Faculdade de Educação Física da Lusófona recomenda prudência na atribuição de créditos
A direção e os Conselhos Científico e Pedagógico da Faculdade de Educação Física da Lusófona recomendam "toda a prudência" na creditação da experiência profissional dos alunos e aconselham uma reflexão sobre esta matéria, na sequência da polémica licenciatura de Miguel Relvas.

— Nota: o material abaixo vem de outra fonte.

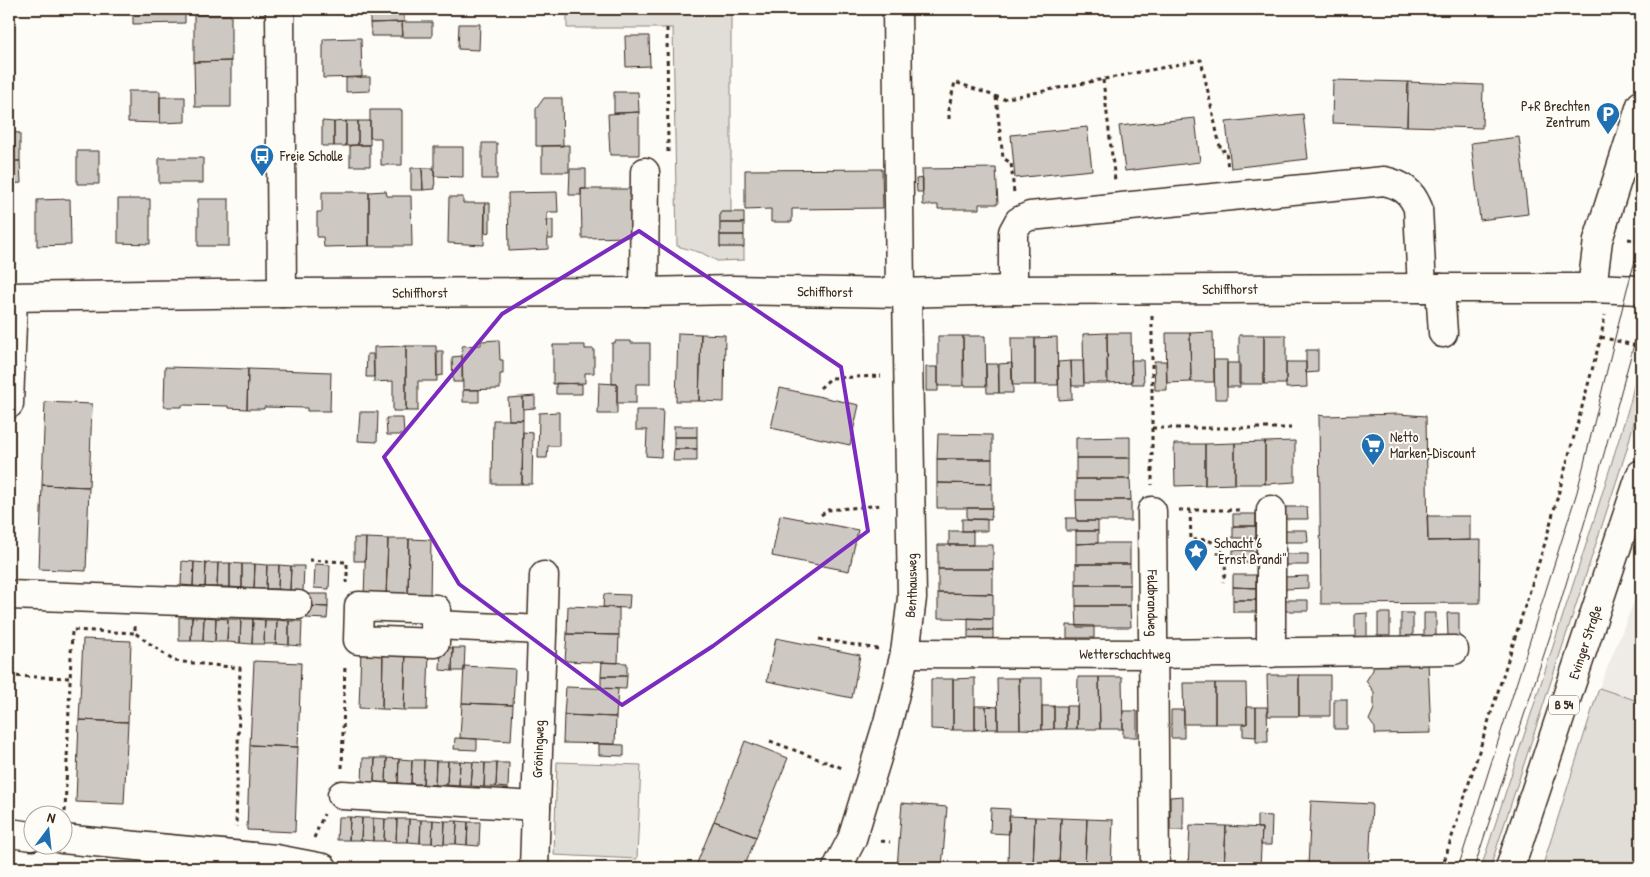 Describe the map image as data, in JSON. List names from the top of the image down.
{
  "streets": {
    "street": [
      "Schiffhorst",
      "Benthausweg",
      "Feldbrandweg",
      "Evinger Straße",
      "Wetterschachtweg",
      "B 54",
      "Gröningweg"
    ]
  },
  "crossings": [
    ["Schiffhorst", "Benthausweg"],
    ["Benthausweg", "Wetterschachtweg"],
    ["Feldbrandweg", "Wetterschachtweg"]
  ],
  "places": {
    "parking": ["P+R Brechten Zentrum"],
    "bus stop": ["Freie Scholle"],
    "supermarket": ["Netto Marken-Discount"],
    "place": ["Schacht 6 \"Ernst Brandi\""]
  },
  "north": "top"
}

Num comunicado assinado pelo diretor Jorge Proença e a que a agência Lusa teve acesso, a Direção e Conselhos Científico e Pedagógico da Faculdade de Educação Física e Desporto da Universidade Lusófona afirmam que são " muito raros os casos em que é concedida creditação total a uma disciplina", garantindo que esta faculdade "sempre utilizou critérios de grande exigência".
"E, todavia, há estudantes com forte curriculo profissional", realçam, dando como exemplo a judoca Telma Monteiro.
"Toda a prudência é recomendada na creditação de experiência profissional não avaliada ou avaliada por critérios e pessoas que desconhecemos", recomendam.
Este comunicado surgiu na sequência de uma reunião ordinária de 2.º semestre e do ano letivo 2011/2012 que juntou o diretor, o Conselho Científico, o Conselho Pedagógico, todo o corpo docente e representantes de estudantes dos cursos da Faculdade de Educação Física e Desporto da Universidade Lusófona.
No texto que elaboraram, os responsáveis recordam o caso da licenciatura em Ciência Política e Relações Internacionais do ministro Miguel Relvas, que deu polémica por causa do número de equivalências (32) que obteve na Universidade Lusófona.
Recordando que as várias faculdades que integram a Universidade Lusófona de Humanidades e Tecnologias "gozam de autonomia científica e pedagógica", os responsáveis da Faculdade de Educação Física e Desporto realçam, contudo, que "dos processos de decisões tomadas ao abrigo dessa autonomia devem os autores ser responsabilizados".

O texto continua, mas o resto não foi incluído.